There’s nothing like the NBA Finals to make you appreciate the incredible talent in takes to make it to the top of your game. LeBron James is back in the championship, as he seemingly always is. Back in 2009, King James’ high school years got the documentary treatment in “More Than a Game,” which is little more than hero worship that treats his pre-NBA time as mere prologue to a Hall of Fame career. (Before there was ESPN’s “30 for 30” series, we had to settle for highlight reels disguised as art like that.)
But James is the exception, not the rule. Many great basketball players thrive in high school and display tremendous potential for advancement with their talent. They don’t all make it. Josh and Benny Safdie’s “Lenny Cooke” tells such a story, the darker underbelly of basketball superstardom. For every LeBron James, there are ten Lenny Cookes he must step over on his way to the top.

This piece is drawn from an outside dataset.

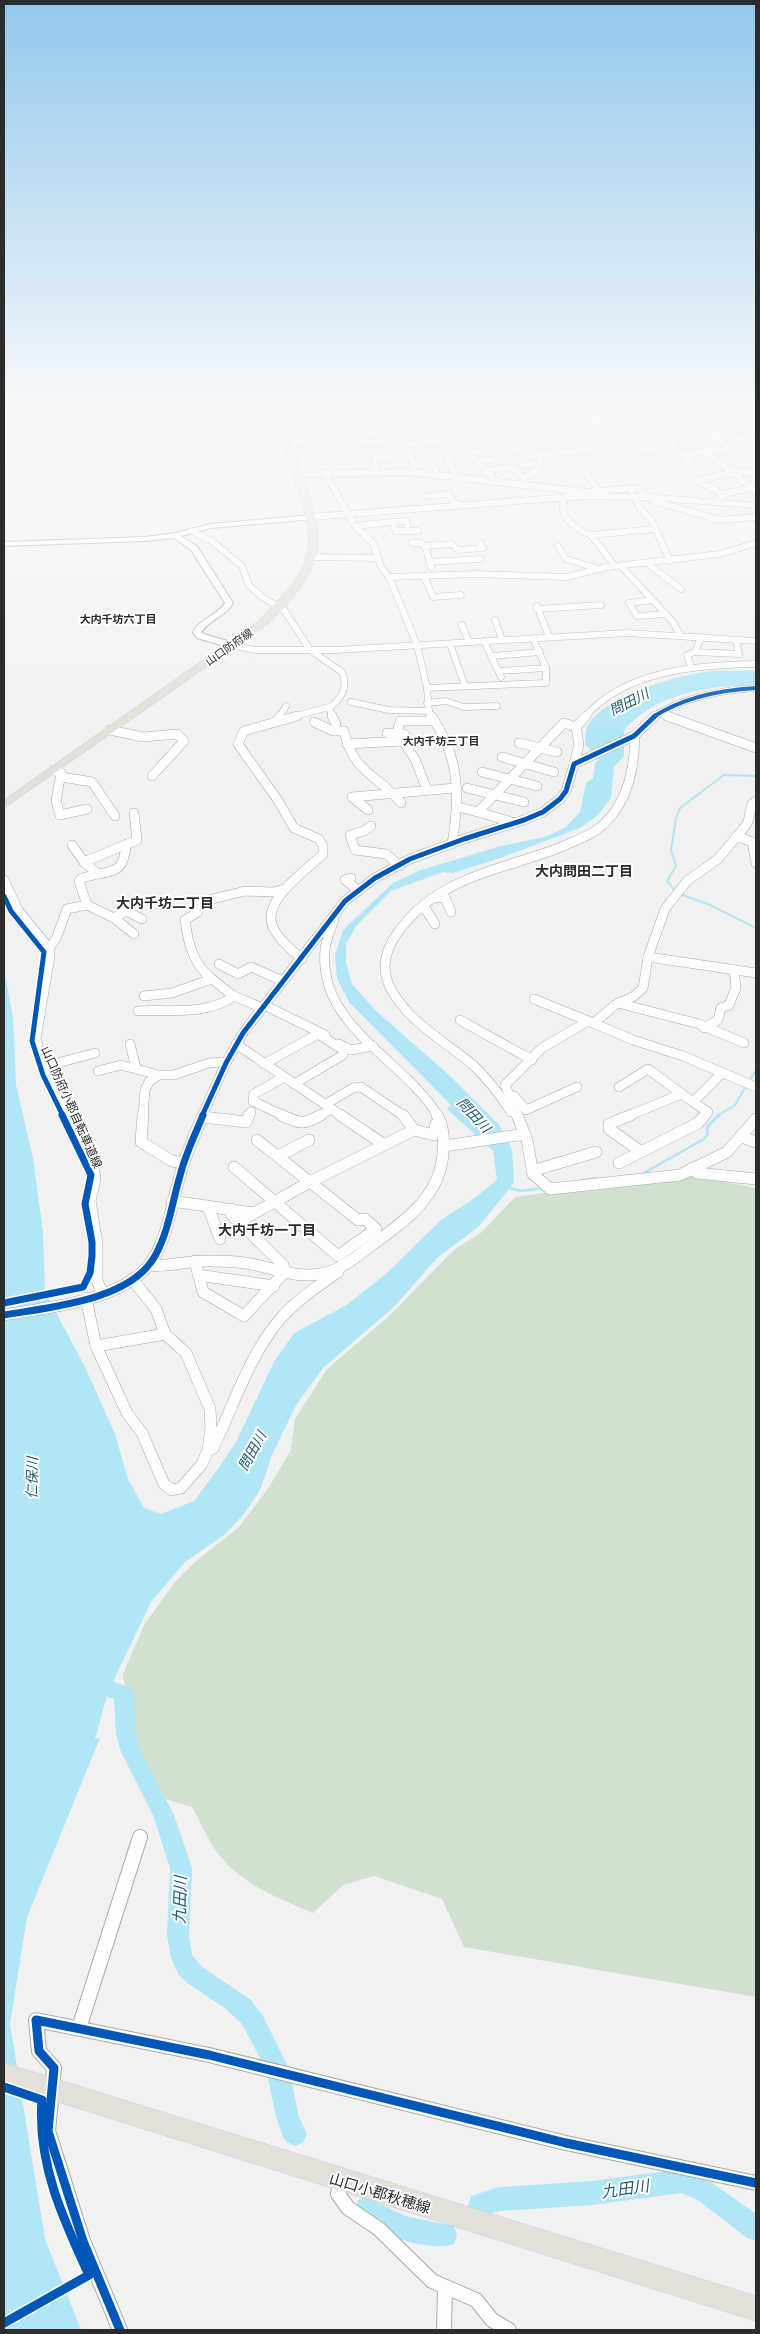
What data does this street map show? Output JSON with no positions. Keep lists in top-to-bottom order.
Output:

The Safdie brothers inherit a good deal of footage from producer Adam Shopkorn, whose camera followed Cooke in his high school years in the early 2000s. This was the boom of high school imports into the NBA thanks to players like Tracy McGrady and Kobe Bryant. In 2001, Kwame Brown was the first player to go #1 in the NBA Draft without having played a minute of college basketball. It seemed like the beginning of a new era, but little did Lenny Cooke know it was the apex of a trend that was about to come crashing down.
The Safdies find the tragedy inherent in the old footage, which is what elevates their documentary to “F.I.L.M. of the Week” territory. With scarcely any talking heads, they locate the intersection of hubristic decisions made presuming a straight shot to stardom and the unfortunate coincidence of timing. Were Cooke but a year older, he could likely have ridden Kwame Brown’s to a draft selection in 2001. Yet he came after Brown struggled for playing time, and high school phenomenons no longer received the same benefit of the doubt they once did. There’s no way Cooke could have known this, though footage shows countless instances of coaches and other authority figures exercise caution in presuming that millions of dollars inevitably await every upstart player.

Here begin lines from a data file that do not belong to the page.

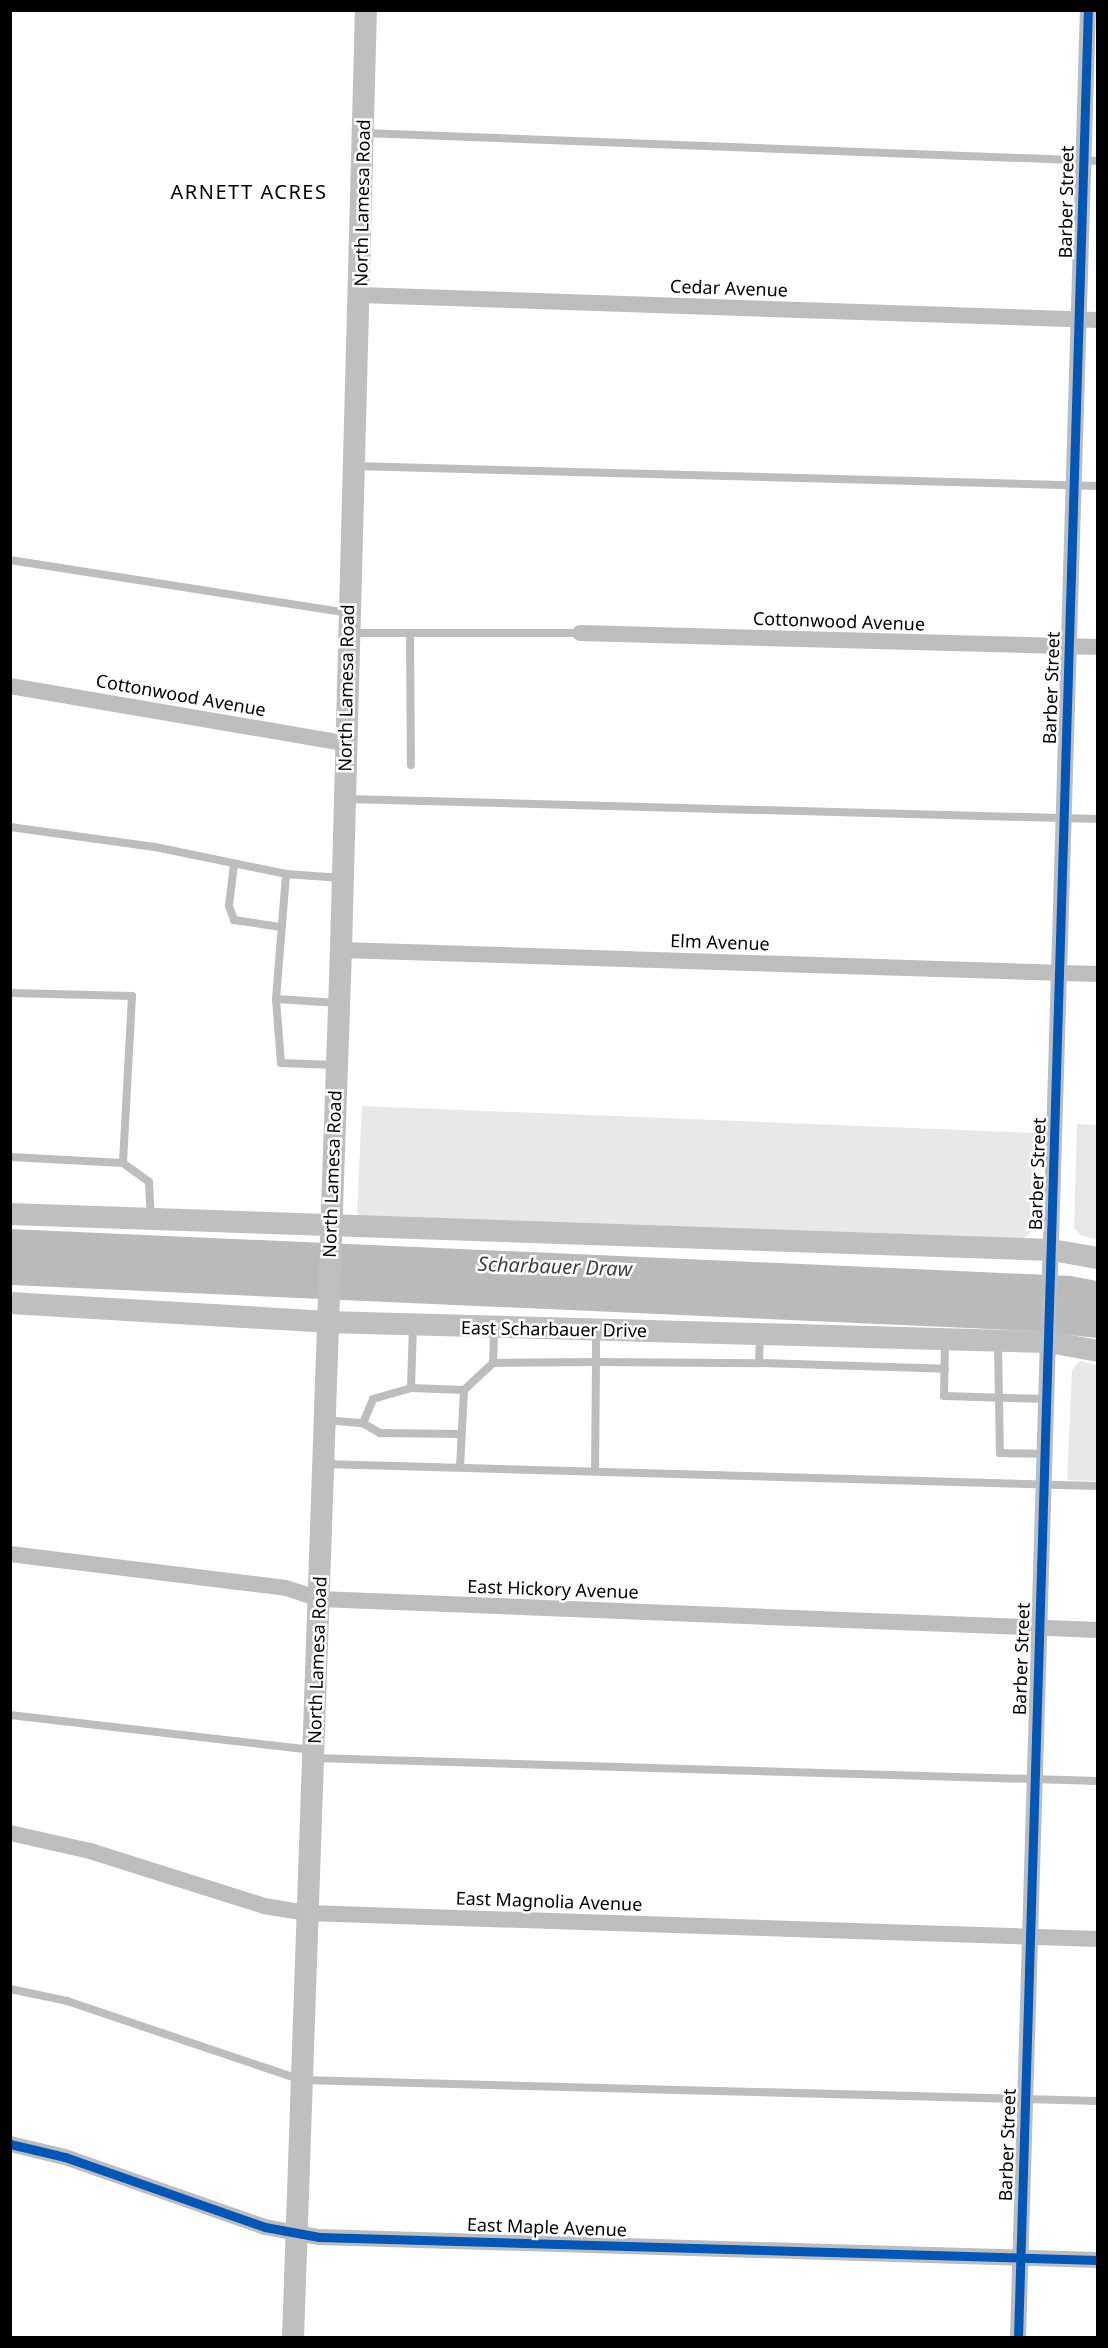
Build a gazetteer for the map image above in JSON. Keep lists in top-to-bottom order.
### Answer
{
  "streets": {
    "main road": ["North Lamesa Road", "East Scharbauer Drive"],
    "street": [
      "Barber Street",
      "Cedar Avenue",
      "Cottonwood Avenue",
      "Elm Avenue",
      "East Hickory Avenue",
      "East Magnolia Avenue",
      "East Maple Avenue"
    ]
  },
  "crossings": [
    ["Barber Street", "Cedar Avenue"],
    ["Barber Street", "Cottonwood Avenue"],
    ["Barber Street", "Elm Avenue"],
    ["Barber Street", "East Scharbauer Drive"],
    ["Barber Street", "East Hickory Avenue"],
    ["Barber Street", "East Magnolia Avenue"],
    ["Barber Street", "East Maple Avenue"],
    ["North Lamesa Road", "Cedar Avenue"],
    ["North Lamesa Road", "Cottonwood Avenue"],
    ["North Lamesa Road", "Elm Avenue"],
    ["North Lamesa Road", "East Scharbauer Drive"],
    ["North Lamesa Road", "East Hickory Avenue"],
    ["North Lamesa Road", "East Magnolia Avenue"],
    ["North Lamesa Road", "East Maple Avenue"]
  ],
  "districts": ["ARNETT ACRES"],
  "water": ["Scharbauer Draw"]
}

What really pushes the film over the top is the final act, an abrupt cut into Cooke’s life in the 2010s after a short montage of his unspectacular career in B-leagues across the world. He’s gotten large in his post-basketball years (some of which is due to his new profession as a cook) and carries around the bitterness and regret of someone twice his age. The camera tracks him to an NBA game where he sees former competitors like Joachim Noah and Carmelo Anthony, and his jealousy only gets amplified by the lack of attention they pay him. Especially when Cooke goes on a profanity-laced tirade, it’s hard not to think of “Raging Bull.”